The Open Images dataset is a dataset composed of over nine million images [9]. Each of these images has been annotated with corresponding image level labels and offers additional features such as bounding boxes and segmentation masks for each object, as well as mapping out visual relationships. Furthermore, the Open Images V6 dataset contains 16 million bounding boxes produced for 600 object classes trained on 1.9 million images. This makes the Open Images V6 dataset the biggest present‐day dataset offering object location annotations [9]. Moreover, it should also be noted that the bounding boxes around each object have been manually drawn by professional annotators to ensure high levels of accuracy and reliability when using the dataset. The primary strength in mapping out visual relationships is that it supports visual relationship detection, a developing task involving structured reasoning [10].

Schematic illustration of architecture of the SSD MobileNet object detector model.

Figure 9.3 Architecture of the SSD MobileNet object detector model [7].

To retrain the SSD MobileNet, a few steps had to be completed first. In order, these steps included setting up the Jetson Nano, downloading the necessary data, limiting the amount of data used, training the SSD MobileNet model, and converting the SSD MobileNet model to open neural network exchange (ONNX) format. Below, each of these steps will be discussed.

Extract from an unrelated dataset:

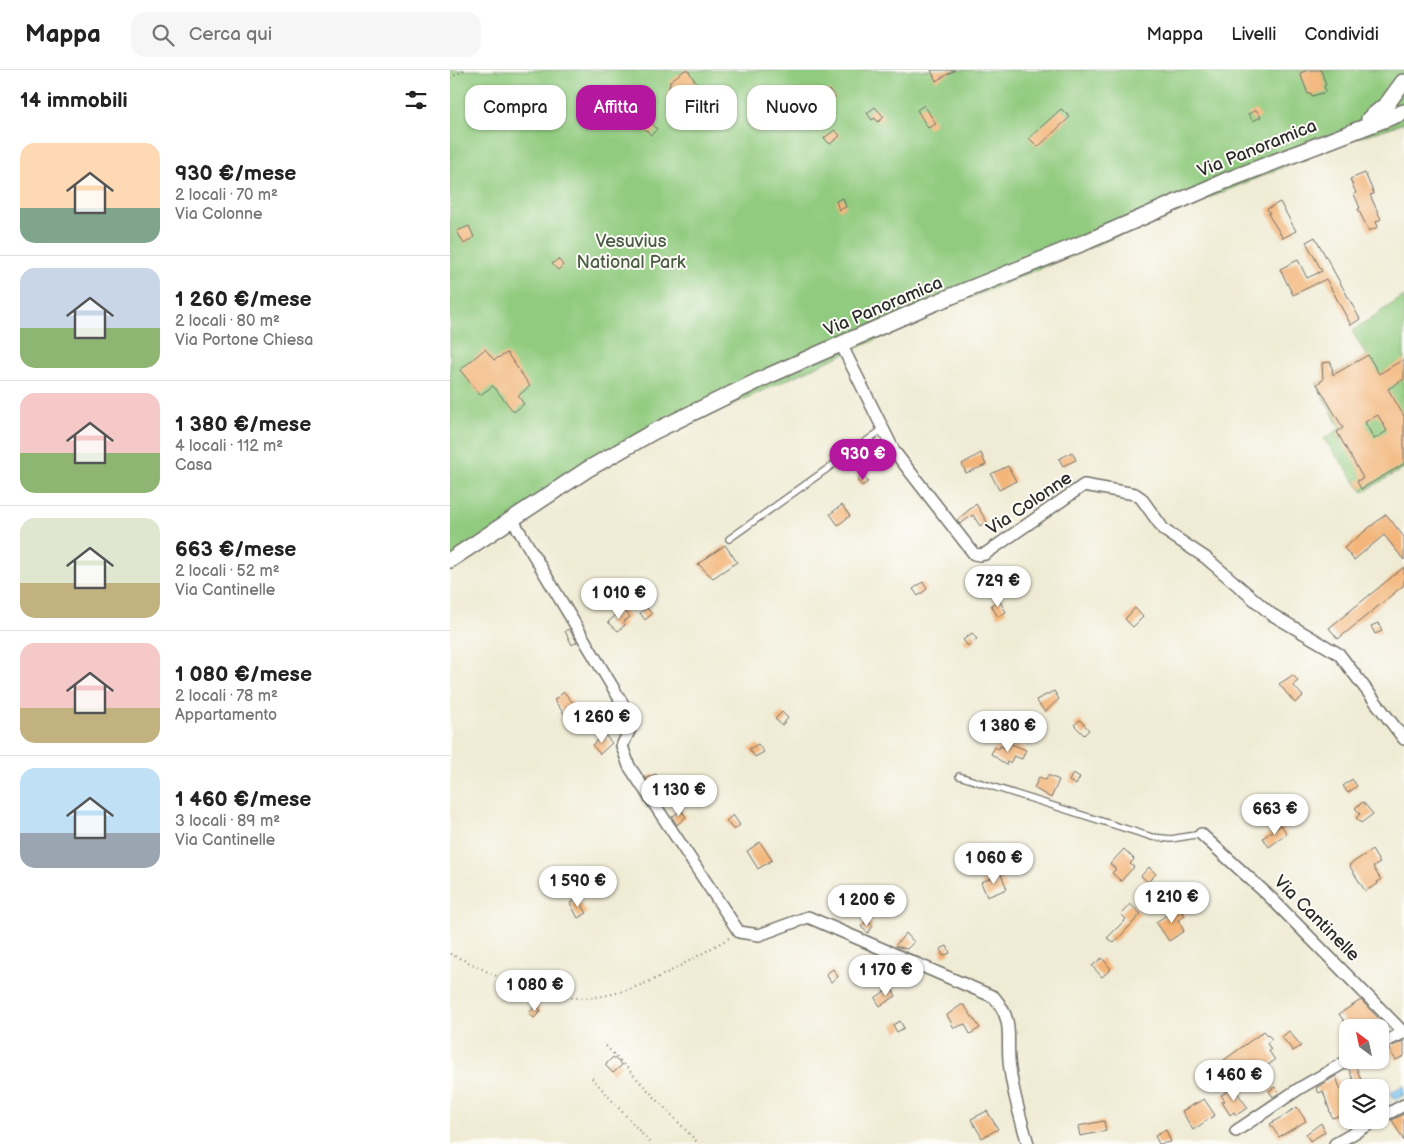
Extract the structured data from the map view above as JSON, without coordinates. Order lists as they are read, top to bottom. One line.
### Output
{"streets":{"street":["Via Panoramica","Via Colonne","Via Cantinelle"]},"crossings":[["Via Panoramica","Via Colonne"]],"parks":["Vesuvius National Park"],"north":"top left","page":{"header":"Mappa","search":"Cerca qui","nav":["Mappa","Livelli","Condividi"],"heading":"14 immobili","chip":["Compra","Affitta","Filtri","Nuovo"],"list":[{"name":"930 €/mese","note":"2 locali · 70 m² · Via Colonne"},{"name":"1 260 €/mese","note":"2 locali · 80 m² · Via Portone Chiesa"},{"name":"1 380 €/mese","note":"4 locali · 112 m² · Casa"},{"name":"663 €/mese","note":"2 locali · 52 m² · Via Cantinelle"},{"name":"1 080 €/mese","note":"2 locali · 78 m² · Appartamento"},{"name":"1 460 €/mese","note":"3 locali · 89 m² · Via Cantinelle"}],"price":["930 €","729 €","1 010 €","1 260 €","1 380 €","1 130 €","663 €","1 060 €","1 590 €","1 210 €","1 200 €","1 170 €","1 080 €","1 460 €"]}}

Firstly, to set up the Jetson Nano, the Pytorch training code available within the previously downloaded repository was utilized. However, before the code could be used, the base model SSD MobileNet was obtained, and additional python packages were installed [4]. Following, data from the Open Images V6 dataset was downloaded. However, since the Open Images V6 dataset contains large quantities of data, it was important to limit the amount of data so that there was sufficient space on the Jetson Nano. Time efficiency was also taken into account, and so this iteration concerned itself with using a small amount of data to retrain the model. Consequently, there was the option to run a Linux command titled “stats only” specifying the required object classes prior to download of the images. This option also showed the number of images available for download under each class before downloading them.

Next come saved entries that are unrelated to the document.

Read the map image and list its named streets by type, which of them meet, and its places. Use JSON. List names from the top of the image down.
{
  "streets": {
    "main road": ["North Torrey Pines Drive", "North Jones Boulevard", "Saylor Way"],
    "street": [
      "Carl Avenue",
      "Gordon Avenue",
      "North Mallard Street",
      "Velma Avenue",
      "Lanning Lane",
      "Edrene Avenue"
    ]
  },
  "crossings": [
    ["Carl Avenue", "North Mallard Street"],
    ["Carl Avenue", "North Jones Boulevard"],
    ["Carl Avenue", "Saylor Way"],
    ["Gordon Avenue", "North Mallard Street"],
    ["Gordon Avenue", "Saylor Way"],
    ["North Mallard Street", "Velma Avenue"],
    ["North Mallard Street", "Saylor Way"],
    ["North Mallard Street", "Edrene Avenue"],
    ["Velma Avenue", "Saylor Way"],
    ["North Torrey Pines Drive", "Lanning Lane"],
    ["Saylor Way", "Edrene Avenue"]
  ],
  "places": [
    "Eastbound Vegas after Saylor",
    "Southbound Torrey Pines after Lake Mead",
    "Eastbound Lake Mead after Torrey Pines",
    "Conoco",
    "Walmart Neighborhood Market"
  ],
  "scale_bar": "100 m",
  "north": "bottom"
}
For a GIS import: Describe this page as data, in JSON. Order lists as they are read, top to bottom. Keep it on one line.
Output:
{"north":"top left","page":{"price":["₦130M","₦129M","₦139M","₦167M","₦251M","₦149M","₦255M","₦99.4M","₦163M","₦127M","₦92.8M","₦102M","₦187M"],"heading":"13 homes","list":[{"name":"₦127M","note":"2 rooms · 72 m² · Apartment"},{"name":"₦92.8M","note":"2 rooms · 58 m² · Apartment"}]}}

Prior to selecting the object classes, the list of object classes available for download was viewed on the Open Images V6 dataset website. Upon viewing the list, five object classes were selected for training, including “car,” “vehicle,” “vehicle registration plate,” “truck,” and “motorcycle.” Once downloading the object class statistics surrounding these object classes, it showed that there was a total of 116 806 number of images available for download, alongside a total bounding box count of 317 790.

The total number of images were then divided into three categories including training image data, validation image data, and testing image data, with additional information given on the number of images of object classes that were available from the total categories. Once discovering that there was a total of 93 854 images available to train the model, the number of images selected from this number for download was minimized to 2500. To download the specified number of images, the syntax for the command remained the same, but the “stats only” parameter was replaced with the “max images” parameter. This was imperative because without detailing the maximum number of images required for download, all of the images would have been downloaded by default that could overload the Jetson Nano. Once the specified number of images were downloaded, the SSD MobileNet model was able to commence training. To achieve this, the python script was run using the appropriate command argument options. The full list of options that could be chosen from can be evidenced in Table 9.5.

The batch size hyperparameter command identifies the number of samples that are processed through the neural network prior to the model being updated [11]. Conversely, the epoch hyperparameter command specifies the number of complete passes through the image training data [12]. For this iteration, the number of batch sizes was set to the number 4, and the number of epochs was set to 80 to ensure training did not use up all available memory or take a long period of time. Once the commands were input, the Jetson Nano was left to complete training. Once training was completed, the final step was to convert the model to ONNX format. To convert the model, it was important to ensure that the directory was still located within the “SSD” subdirectory of the jetson‐inference repository. Once the model accomplished conversion to ONNX format, the development phase of the model was completed.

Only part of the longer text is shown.